**Task requirements**: Repeat the material exactly from its first line to the line that includes "filter:drop-shadow(1px 0 #92706d)". Skip pictures.

**Stored data**:
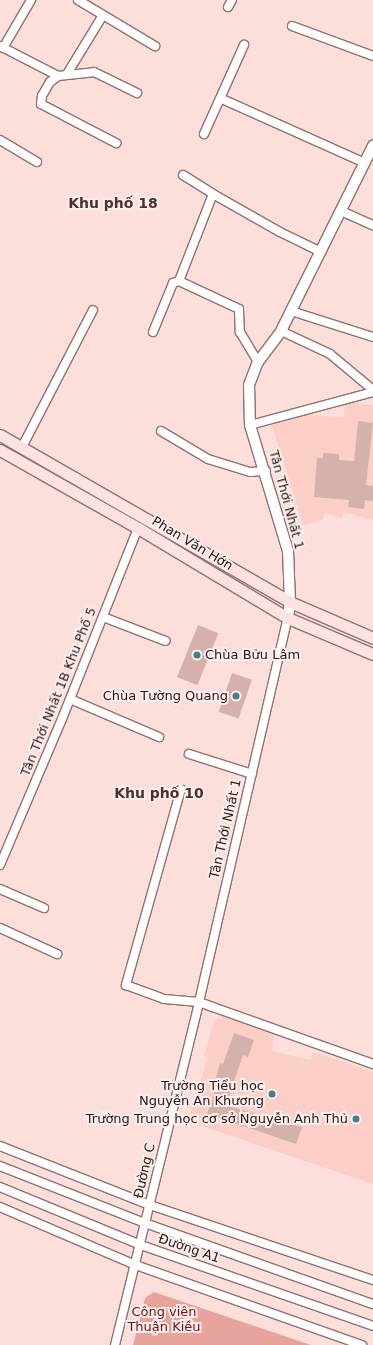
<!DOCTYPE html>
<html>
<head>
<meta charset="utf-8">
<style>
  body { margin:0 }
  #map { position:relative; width:373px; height:1345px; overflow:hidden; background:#fcdeda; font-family:"DejaVu Sans",sans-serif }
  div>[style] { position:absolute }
  .built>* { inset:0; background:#fbcec8 }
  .green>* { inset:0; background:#e8a49c }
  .building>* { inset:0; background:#d5b1ac; transform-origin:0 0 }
  .roads { filter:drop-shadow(1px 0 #92706d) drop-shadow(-1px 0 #92706d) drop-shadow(0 1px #92706d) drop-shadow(0 -1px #92706d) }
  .minor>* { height:8px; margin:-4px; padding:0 4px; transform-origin:4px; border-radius:4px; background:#fff }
  .tertiary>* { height:10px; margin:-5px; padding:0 5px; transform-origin:5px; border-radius:5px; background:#fff }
  .secondary>* { height:11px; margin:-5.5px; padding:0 5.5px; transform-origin:5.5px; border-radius:5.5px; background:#fce3e1 }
  .dots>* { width:11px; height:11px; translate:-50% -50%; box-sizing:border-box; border:2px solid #feefed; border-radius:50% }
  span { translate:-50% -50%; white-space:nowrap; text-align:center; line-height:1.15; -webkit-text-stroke:4px #feefed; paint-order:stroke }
  .street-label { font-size:13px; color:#231615 }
  .poi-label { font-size:13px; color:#231615 }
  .left { translate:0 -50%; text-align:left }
  .right { translate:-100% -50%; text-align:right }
  .park-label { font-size:13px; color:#770a10 }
  .neighbourhood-label { font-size:14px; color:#4d312d; font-weight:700 }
</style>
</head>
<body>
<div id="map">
  <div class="built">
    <i style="clip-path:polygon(350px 403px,373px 405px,373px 520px,344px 512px,342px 518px,325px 513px,322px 520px,303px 525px,272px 425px,307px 415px,344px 417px,345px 404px)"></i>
    <i style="clip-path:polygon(224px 1015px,274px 1032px,272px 1051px,311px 1060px,313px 1052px,373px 1072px,373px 1184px,187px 1121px,208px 1057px,204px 1056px,214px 1021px)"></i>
  </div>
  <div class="green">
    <i style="clip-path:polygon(154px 1292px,311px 1345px,133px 1345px,145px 1298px)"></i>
  </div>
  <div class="building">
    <i style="clip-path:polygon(358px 421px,373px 423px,366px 485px,373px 486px,373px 501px,365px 500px,364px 509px,348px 507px,349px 500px,314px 497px,317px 458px,323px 458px,323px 453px,339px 454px,339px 460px,354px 461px)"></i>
    <i style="left:198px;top:625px;width:22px;height:56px;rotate:22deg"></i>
    <i style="left:232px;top:673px;width:21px;height:41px;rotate:19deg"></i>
    <i style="clip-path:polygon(234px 1033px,254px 1040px,248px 1057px,243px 1055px,227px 1102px,233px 1104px,232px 1107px,302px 1127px,296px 1144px,207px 1114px,218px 1082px,215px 1081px,220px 1063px,223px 1064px)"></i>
  </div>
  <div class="roads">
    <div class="minor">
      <i style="left:78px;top:0;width:90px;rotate:30.9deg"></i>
      <i style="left:228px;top:7px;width:8px;rotate:-60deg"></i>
      <i style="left:292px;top:26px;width:86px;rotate:20.3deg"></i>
      <i style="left:0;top:46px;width:65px;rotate:27.3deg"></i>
      <i style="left:58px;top:76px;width:36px;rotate:-6deg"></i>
      <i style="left:94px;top:72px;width:48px;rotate:26deg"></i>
      <i style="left:3px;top:48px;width:56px;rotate:-59.7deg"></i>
      <i style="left:67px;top:74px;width:69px;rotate:-58.6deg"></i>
      <i style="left:58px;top:76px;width:10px;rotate:143deg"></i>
      <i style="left:50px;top:82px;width:16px;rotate:120deg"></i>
      <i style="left:42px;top:96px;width:8px;rotate:97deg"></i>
      <i style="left:41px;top:104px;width:85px;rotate:27.5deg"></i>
      <i style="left:222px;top:99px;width:157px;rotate:24.1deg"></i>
      <i style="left:204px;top:134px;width:98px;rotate:-65.8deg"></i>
      <i style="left:0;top:140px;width:43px;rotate:30.7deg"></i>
      <i style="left:183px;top:175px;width:36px;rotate:32deg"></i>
      <i style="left:341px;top:211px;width:35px;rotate:24deg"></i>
      <i style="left:179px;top:281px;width:66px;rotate:25deg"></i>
      <i style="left:239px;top:309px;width:23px;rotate:88deg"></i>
      <i style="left:240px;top:332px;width:35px;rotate:59deg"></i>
      <i style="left:291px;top:311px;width:86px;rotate:17.6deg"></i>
      <i style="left:281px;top:331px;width:54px;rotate:25.1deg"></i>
      <i style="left:330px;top:354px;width:56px;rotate:39.9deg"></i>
      <i style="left:153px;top:332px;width:53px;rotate:-67.8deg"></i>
      <i style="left:173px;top:283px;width:6px;rotate:-18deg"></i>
      <i style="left:179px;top:281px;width:93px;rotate:-68.7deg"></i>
      <i style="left:213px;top:194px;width:77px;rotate:29.6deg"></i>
      <i style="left:280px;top:232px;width:46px;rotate:26deg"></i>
      <i style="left:250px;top:425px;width:127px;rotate:-15deg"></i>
      <i style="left:161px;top:431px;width:55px;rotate:30.8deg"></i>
      <i style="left:208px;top:459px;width:44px;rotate:17.2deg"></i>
      <i style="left:250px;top:472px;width:16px;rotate:-4deg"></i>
      <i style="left:22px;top:447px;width:154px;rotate:-62.6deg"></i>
      <i style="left:103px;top:617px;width:67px;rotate:20.9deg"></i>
      <i style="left:70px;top:699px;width:97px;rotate:23.1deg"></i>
      <i style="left:189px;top:754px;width:66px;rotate:17.6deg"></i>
      <i style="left:181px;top:789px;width:204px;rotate:105.7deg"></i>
      <i style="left:126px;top:985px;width:40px;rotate:20.2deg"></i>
      <i style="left:164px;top:999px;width:35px;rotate:5deg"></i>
      <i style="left:199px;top:1002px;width:15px;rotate:20deg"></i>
      <i style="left:213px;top:1007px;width:170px;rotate:19.6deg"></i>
      <i style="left:0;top:865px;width:159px;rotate:-67deg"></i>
      <i style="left:62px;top:719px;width:206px;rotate:-68.3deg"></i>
      <i style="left:0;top:889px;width:48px;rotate:23.4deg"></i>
      <i style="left:0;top:928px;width:63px;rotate:24.5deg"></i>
      <i style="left:0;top:1146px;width:161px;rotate:21.5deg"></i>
      <i style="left:150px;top:1205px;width:235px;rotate:18.6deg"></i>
      <i style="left:0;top:1166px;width:156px;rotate:21.5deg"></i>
      <i style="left:145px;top:1223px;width:242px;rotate:19.6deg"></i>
      <i style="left:0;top:1187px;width:149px;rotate:22.4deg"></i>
      <i style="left:138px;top:1244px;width:249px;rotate:19.2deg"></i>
      <i style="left:0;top:1207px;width:145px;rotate:23.2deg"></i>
      <i style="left:133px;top:1264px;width:243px;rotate:19.5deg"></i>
      <i style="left:115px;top:1345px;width:353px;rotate:-76.2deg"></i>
      <i style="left:199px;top:1002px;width:394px;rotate:-77deg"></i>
    </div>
    <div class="tertiary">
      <i style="left:288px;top:618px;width:16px;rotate:-83deg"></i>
      <i style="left:290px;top:602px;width:51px;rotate:-92.2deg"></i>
      <i style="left:288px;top:551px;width:132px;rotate:-106.8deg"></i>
      <i style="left:250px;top:425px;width:40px;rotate:-91.4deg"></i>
      <i style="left:249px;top:385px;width:25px;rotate:-69deg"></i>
      <i style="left:258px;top:362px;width:39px;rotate:-53deg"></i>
      <i style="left:281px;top:331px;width:207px;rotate:-63.6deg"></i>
    </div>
    <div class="secondary">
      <i style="left:0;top:435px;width:335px;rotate:29.9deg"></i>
      <i style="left:290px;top:602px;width:90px;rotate:23.4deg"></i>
      <i style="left:0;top:450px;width:159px;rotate:29.5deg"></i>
      <i style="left:138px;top:528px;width:175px;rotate:31deg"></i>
      <i style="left:288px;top:618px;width:92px;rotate:23deg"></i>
    </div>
  </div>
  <div class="dots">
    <i style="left:197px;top:655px;background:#3d818f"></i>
    <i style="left:236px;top:696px;background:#3d818f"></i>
    <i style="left:272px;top:1094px;background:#3d818f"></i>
    <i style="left:356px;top:1119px;background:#3d818f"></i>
  </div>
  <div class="street-label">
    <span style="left:286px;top:500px;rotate:75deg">Tân Thới Nhất 1</span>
    <span style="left:192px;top:544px;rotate:31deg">Phan Văn Hớn</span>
    <span style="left:59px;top:692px;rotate:-68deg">Tân Thới Nhất 1B Khu Phố 5</span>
    <span style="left:226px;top:829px;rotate:-77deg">Tân Thới Nhất 1</span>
    <span style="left:145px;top:1171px;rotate:-77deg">Đường C</span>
    <span style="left:189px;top:1249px;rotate:19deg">Đường A1</span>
  </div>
  <div class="poi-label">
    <span class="left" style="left:205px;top:655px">Chùa Bửu Lâm</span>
    <span class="right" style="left:228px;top:696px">Chùa Tường Quang</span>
    <span class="right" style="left:264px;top:1094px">Trường Tiểu học<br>Nguyễn An Khương</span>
    <span class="right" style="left:348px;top:1119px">Trường Trung học cơ sở Nguyễn Anh Thủ</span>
  </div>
  <div class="park-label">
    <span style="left:164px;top:1320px">Công viên<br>Thuận Kiều</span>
  </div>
  <div class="neighbourhood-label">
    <span style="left:113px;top:203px">Khu phố 18</span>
    <span style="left:159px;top:793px">Khu phố 10</span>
  </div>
</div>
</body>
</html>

**Written answer**:
<!DOCTYPE html>
<html>
<head>
<meta charset="utf-8">
<style>
  body { margin:0 }
  #map { position:relative; width:373px; height:1345px; overflow:hidden; background:#fcdeda; font-family:"DejaVu Sans",sans-serif }
  div>[style] { position:absolute }
  .built>* { inset:0; background:#fbcec8 }
  .green>* { inset:0; background:#e8a49c }
  .building>* { inset:0; background:#d5b1ac; transform-origin:0 0 }
  .roads { filter:drop-shadow(1px 0 #92706d) drop-shadow(-1px 0 #92706d) drop-shadow(0 1px #92706d) drop-shadow(0 -1px #92706d) }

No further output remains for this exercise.